Show HN: Leaping – Debug Python tests instantly with an LLM debugger
120 points| kvptkr | 1 year ago |github.com
We’re currently working on a platform that ingests logs and then automatically reproduces, root causes and ultimately fixes production bugs as they happen. You can see some of our work on this here - https://news.ycombinator.com/item?id=39528087
As we were building the root-cause phase of our automated debugger, we realized that we developed something that resembled an omniscient debugger. Like an omniscient debugger, it also keeps track of variable assignments over time but, you can interact with it at a higher level than a debugger using natural language. We ended up sticking it in a pytest plugin and have been using it ourselves for development over the past few weeks.
Using this pytest plugin, you’re able to reason at a much higher level than conventional debuggers and can ask questions like:
- Why did function x get hit?
- Why was variable y set to this value?
- What changes can I make to this code to make this test pass?

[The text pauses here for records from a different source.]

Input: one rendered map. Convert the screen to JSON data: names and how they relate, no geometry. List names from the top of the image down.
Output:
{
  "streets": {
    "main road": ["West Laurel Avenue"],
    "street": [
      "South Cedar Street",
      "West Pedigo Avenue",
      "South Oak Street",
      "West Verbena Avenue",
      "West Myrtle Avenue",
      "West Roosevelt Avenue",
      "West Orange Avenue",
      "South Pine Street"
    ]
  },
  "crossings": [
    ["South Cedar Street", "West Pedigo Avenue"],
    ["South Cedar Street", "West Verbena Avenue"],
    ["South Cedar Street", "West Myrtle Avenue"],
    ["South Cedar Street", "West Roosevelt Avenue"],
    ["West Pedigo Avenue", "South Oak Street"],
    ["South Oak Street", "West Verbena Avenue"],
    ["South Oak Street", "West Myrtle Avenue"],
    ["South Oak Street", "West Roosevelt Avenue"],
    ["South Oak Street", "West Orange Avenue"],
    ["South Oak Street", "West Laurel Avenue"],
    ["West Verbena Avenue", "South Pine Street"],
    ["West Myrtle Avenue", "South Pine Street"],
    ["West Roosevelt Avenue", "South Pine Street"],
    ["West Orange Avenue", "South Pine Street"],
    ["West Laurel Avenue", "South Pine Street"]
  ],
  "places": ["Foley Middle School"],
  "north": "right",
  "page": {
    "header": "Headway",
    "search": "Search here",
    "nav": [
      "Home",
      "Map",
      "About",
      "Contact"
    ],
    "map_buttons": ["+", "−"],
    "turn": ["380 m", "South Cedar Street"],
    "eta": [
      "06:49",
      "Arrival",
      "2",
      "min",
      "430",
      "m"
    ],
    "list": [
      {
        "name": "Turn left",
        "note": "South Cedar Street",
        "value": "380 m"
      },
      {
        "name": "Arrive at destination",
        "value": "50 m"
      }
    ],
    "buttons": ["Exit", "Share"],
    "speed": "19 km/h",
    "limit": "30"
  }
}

Here’s a brief demo of this in action: https://www.loom.com/share/94ebe34097a343c39876d7109f2a1428
To achieve this, we first instrument the test using sys.settrace (or, on versions of python >3.12, the far better sys.monitoring!) to keep a history of all the functions that were called, along with the calling line numbers. We then re-run the test and use AST parsing to find all the variable assignments and keep track of those changes over time. We also use AST parsing to obtain the source code for these functions. We then neatly format and pass all this context to GPT.

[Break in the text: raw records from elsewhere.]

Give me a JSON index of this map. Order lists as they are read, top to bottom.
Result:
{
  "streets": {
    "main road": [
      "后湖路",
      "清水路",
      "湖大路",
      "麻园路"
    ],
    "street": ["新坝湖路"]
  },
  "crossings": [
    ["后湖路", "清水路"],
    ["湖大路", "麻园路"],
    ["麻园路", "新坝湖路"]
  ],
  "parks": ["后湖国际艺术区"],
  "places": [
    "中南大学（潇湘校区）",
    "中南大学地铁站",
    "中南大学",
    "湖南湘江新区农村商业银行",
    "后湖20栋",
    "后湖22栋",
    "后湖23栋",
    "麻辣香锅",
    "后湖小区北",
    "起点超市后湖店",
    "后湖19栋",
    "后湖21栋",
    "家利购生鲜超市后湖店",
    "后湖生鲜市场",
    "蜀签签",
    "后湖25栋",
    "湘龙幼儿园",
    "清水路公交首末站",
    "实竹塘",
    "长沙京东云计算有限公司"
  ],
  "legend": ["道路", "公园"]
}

We’d love it if you checked the pytest plugin out and we welcome all feedback :) . If you want to chat bugs, our emails are also always open - kanav@leaping.io
biddit|1 year ago
1. https://github.com/paul-gauthier/aider
kvptkr|1 year ago
bavell|1 year ago
pedrovhb|1 year ago
The quick LLM input/repl output look is more suitable for local models though, where you can control hidden state cache, have lower latency, and enforce a grammar to ensure it doesn't go off the rails/commands implemented for interacting with the debugger, which afaik you can't do with services like OpenAI's. This is something I'd like to see more of - having low level control of a model gives qualitatively different ways of using it which I haven't seen people explore that much.
kvptkr|1 year ago
I think we're going to explore the local model approach though - you raise some really great points about having more granular control over the state of the model.
janpf|1 year ago
stuaxo|1 year ago
I had ipdb, told it to request any variables that I should look at, suggest what to do next, what it would expect - it was quite good, but took a lot of persuading, just having an LLM that was more tuned to this would be better.
brumar|1 year ago
adrienphila|1 year ago
heyoni|1 year ago
drcongo|1 year ago
kvptkr|1 year ago
danShumway|1 year ago
I don't want to be negative on someone's Show HN post, but it seems like getting all of this and showing it to the user would be way more helpful than showing it to the LLM?

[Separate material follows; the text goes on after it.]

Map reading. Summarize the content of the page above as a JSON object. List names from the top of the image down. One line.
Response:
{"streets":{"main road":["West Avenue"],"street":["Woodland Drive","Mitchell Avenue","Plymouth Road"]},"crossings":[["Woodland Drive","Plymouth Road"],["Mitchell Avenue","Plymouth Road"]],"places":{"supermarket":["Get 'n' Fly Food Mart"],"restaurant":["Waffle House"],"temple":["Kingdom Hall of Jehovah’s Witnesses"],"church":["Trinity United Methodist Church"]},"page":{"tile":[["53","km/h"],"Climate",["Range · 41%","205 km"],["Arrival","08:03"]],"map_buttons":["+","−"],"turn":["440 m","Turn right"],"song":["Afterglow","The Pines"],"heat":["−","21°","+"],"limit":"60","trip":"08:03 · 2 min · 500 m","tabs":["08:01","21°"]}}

My standard sometimes when I'm thinking about this kind of stuff is "would I want this if the LLM was swapped out for an actual human?" So would I want a service that gets all this useful information, then hands it off to a Python coder (even a very good Python coder) with no other real context about the overall project, and then I had to ask them why my test broke instead of being able to look at the info myself? I don't think I'd want that. I've worked with co-workers who I really respect; I still don't want to do remote debugging with them over Slack, I want to be able to see the data myself.
Going through a middleperson to find out which code paths my code has hit will nearly always be slower than just showing me the full list of every code path my code just hit. Of course I want filtering and search and all of that, but I want those as ways of filtering the data, not ways of controlling access to the data.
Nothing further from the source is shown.